大怪鳥イャンクック。また、大型モンスターか。
既に起きていたミズキは、無言で狩りの支度を始める。
普段のあの元気もない彼女は、せっかく戻ってきたアシラシリーズではなくブレイブシリーズを着込んで背中にはクラブホーンを背負った。
「ニャ、ミズキ、大丈夫かニャ? 疲れてないニャ?」
「大丈夫だよ。ほら、クエストなんだから行かなくちゃ」
「ニャぅ……」
ミズキ……。
俺が、ミズキを苦しめているのだろうか。
「足手まといは要らないわよ」
「アキラさん!」
くそ、今は少し黙っててくれ……。
「ヨゾラの時の事、忘れたの? 甘い考えをしてると、そんなのは命取りなのよ」
「……っ」
言い返す事なんて、出来ない。
アキラさんの妹の命を奪ったのは……俺なのだから。
俺の、甘い考えが、ヨゾラを殺したのだから。
「だが、彼女は昨日ゲリョスを倒したのだろう? ふ……中々頼もしい新人だな。あの我らの団のハンターといい、最近の新人ハンターは骨があるヤツが多くて嬉しい。ルーキーも、張り切る訳だ」
「そうやって出だしが良かったからって調子に乗ると、痛い目を見るだけよ」
「ふふ、そうだな。だが……これはルーキーにも言うんだが。人は失敗を重ねて成長するものだ」
「それで死んだら、意味がないわ」
「それも、そうだがな」
二人が会話をしている間に、俺も防具を着込む。
久しいリオソウルシリーズは、なぜか重く感じた。
「大丈夫です、アキラさん」
重い声で、ミズキはそう言う。
「……そう。アランちゃんの邪魔はしない事ね」
「頑張ります」
「ニャ、ミズキ! ミズキ変ニャ。
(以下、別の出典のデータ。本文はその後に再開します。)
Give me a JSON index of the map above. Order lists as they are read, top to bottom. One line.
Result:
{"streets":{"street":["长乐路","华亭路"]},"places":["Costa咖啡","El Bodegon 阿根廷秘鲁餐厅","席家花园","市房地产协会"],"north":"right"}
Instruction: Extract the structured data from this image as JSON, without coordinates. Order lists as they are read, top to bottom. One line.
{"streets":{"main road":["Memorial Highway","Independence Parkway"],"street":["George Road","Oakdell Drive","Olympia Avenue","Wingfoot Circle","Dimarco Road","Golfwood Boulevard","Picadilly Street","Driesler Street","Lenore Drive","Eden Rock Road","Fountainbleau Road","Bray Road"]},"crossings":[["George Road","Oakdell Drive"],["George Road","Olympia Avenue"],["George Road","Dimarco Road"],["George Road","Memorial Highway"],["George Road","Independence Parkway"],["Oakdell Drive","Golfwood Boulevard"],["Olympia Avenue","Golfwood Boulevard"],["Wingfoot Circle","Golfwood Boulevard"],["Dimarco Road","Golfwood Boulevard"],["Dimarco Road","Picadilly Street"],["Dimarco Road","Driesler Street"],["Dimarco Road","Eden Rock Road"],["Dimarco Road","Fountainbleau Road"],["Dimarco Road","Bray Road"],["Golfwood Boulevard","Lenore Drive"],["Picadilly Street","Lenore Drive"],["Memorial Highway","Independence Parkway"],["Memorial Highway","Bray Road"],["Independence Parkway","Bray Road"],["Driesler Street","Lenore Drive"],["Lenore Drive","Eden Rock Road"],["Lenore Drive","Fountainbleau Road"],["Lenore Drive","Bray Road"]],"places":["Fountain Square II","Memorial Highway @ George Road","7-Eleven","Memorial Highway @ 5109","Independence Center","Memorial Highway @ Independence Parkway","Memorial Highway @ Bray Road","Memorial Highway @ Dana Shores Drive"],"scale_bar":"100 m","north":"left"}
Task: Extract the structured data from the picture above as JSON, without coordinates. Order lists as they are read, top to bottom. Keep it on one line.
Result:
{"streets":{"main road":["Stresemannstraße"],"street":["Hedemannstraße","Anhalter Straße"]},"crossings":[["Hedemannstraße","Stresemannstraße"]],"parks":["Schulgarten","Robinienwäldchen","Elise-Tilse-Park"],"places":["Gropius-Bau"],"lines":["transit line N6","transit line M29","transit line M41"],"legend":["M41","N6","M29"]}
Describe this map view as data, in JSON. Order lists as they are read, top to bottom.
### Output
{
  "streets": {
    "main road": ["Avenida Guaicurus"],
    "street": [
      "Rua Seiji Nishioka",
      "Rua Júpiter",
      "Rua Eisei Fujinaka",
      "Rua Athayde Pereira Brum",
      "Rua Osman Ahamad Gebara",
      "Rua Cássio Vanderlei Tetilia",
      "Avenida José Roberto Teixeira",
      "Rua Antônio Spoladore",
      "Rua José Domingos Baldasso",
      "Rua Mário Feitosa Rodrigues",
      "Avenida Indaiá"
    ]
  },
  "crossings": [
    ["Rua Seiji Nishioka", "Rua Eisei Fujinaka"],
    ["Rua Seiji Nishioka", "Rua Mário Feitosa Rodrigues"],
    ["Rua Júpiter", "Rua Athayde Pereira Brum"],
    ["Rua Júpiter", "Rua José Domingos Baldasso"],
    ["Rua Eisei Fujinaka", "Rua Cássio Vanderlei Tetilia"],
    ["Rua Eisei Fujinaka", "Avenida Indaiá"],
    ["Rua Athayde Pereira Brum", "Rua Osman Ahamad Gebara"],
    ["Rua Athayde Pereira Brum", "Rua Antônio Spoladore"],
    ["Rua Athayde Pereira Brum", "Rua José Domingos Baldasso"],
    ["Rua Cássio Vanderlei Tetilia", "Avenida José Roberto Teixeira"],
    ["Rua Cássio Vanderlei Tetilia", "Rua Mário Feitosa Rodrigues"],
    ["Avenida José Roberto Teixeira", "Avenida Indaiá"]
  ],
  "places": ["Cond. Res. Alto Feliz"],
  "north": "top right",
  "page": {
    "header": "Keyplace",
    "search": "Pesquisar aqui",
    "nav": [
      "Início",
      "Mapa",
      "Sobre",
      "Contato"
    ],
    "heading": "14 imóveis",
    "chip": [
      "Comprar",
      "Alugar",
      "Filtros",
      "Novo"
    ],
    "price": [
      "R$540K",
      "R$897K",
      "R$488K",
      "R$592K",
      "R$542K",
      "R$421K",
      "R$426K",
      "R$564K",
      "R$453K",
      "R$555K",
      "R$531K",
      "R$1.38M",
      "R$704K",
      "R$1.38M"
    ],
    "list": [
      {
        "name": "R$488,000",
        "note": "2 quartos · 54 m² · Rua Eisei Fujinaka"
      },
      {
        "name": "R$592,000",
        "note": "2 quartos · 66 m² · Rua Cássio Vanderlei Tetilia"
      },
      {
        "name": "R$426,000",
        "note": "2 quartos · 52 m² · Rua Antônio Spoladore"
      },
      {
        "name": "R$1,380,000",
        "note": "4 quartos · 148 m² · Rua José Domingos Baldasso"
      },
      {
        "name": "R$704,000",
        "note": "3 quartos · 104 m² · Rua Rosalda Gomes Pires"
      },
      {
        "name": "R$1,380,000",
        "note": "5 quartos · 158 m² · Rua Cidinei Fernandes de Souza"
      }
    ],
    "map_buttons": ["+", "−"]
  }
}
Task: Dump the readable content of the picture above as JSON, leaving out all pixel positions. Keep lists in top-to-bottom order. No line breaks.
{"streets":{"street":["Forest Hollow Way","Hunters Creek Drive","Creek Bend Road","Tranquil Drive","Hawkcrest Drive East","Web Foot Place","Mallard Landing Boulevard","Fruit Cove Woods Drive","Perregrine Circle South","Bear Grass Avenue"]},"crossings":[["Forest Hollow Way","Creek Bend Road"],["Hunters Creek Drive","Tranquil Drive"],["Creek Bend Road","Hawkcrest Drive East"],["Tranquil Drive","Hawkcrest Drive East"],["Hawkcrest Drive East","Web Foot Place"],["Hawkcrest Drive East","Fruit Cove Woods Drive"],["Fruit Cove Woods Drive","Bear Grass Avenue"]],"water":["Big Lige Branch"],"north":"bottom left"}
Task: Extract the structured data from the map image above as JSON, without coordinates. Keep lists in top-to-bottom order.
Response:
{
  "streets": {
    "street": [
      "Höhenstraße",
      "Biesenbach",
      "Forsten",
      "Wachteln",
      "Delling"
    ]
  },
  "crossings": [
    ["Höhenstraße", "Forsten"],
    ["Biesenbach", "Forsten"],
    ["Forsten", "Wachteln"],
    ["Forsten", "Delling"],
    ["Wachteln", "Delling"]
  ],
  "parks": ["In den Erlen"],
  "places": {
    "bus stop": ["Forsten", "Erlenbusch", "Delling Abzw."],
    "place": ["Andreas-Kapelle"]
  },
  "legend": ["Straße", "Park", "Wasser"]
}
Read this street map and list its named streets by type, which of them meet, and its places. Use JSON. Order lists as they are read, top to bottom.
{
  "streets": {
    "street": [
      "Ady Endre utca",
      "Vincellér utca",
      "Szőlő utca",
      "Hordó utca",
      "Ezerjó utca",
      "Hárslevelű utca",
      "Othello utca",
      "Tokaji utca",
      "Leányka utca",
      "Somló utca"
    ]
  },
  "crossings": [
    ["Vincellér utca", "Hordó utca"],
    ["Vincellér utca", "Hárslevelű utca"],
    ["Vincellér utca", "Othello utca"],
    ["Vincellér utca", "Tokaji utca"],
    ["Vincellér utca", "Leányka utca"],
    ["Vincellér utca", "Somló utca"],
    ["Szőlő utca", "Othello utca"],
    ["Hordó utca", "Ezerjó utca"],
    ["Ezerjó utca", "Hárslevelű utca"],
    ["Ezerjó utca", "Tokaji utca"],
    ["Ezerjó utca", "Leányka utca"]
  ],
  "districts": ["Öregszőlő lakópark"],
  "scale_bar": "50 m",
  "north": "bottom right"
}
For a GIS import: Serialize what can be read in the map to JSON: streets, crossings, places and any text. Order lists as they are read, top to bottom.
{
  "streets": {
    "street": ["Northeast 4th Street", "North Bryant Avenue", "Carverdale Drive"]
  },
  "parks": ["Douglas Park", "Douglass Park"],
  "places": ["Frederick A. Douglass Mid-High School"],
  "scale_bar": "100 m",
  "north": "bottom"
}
今日は辞めとこうニ———」
「ムツキは黙ってて!」
元気のない彼女を止めるムツキに、ミズキはそう声を張り上げた。
毛を逆立てて言葉を押し殺してしまうムツキは、その場に座り込んでしまう。
「私は大丈夫だから。そんなに嫌ならムツキは来なくて良い」
そして、そんな事を言ってミズキは部屋を出て行った。
その小さな背中には、背負いきれないような想いを彼女に背負わせているんじゃないか。
……俺は、何をしているんだろう。
◇ ◇ ◇
「グェェッ!」
ピンク色の鱗に、青い翼膜。
大きな黄色い嘴と扇状の耳が特徴的な鳥竜種が、口から炎の塊を吐き出す。
弧を描いて地面に落とされた火の塊は、大きく弾けて地面を焼いた。
「グェェッ! グェェッ! グェェッ!」
それを、三連発。
明後日の方向に向けられるブレスを気に止める事もなく、私とアランはそのブレスの主———イャンクックへと肉薄する。
「はぁぁっ!」
私は懐に飛び込みながら、イャンクックのお腹と脚を切り裂いた。
鮮血は黒く染まり、焦点の合わない瞳はその眼球に流れる赤黒い液体で光り出す。
中から食べられているような、そんな感じ。
また、この感じだ。
今すぐ、助けてあげるからね。
「ミズキ! 回転攻撃がくるぞ!」
私とは別に、イャンクックの頭の近くで攻撃していたアランが声を上がる。
彼自身は一度跳躍してからイャンクックの嘴を踏み台にして飛び上がり、剣を叩き付けるついでに放ったボウガンの反動で距離を取った。
「……っ!」
私は姿勢を低くして地面を転がって、その場から離れる。
次の瞬間頭上を通り抜けるイャンクックの尻尾が風を切った。
「グェァァッ!」
纏わりつく敵を振り払うように身体を回転させてから、イャンクックは一度距離を取る為に大きく翼を羽ばたかせる。
大きな身体が浮き上がった。
だけど、次の瞬間身体を持ち上げていた翼膜にボウガンの弾が突き刺さる。
そしてそれは、次の瞬間破裂し爆発を起こした。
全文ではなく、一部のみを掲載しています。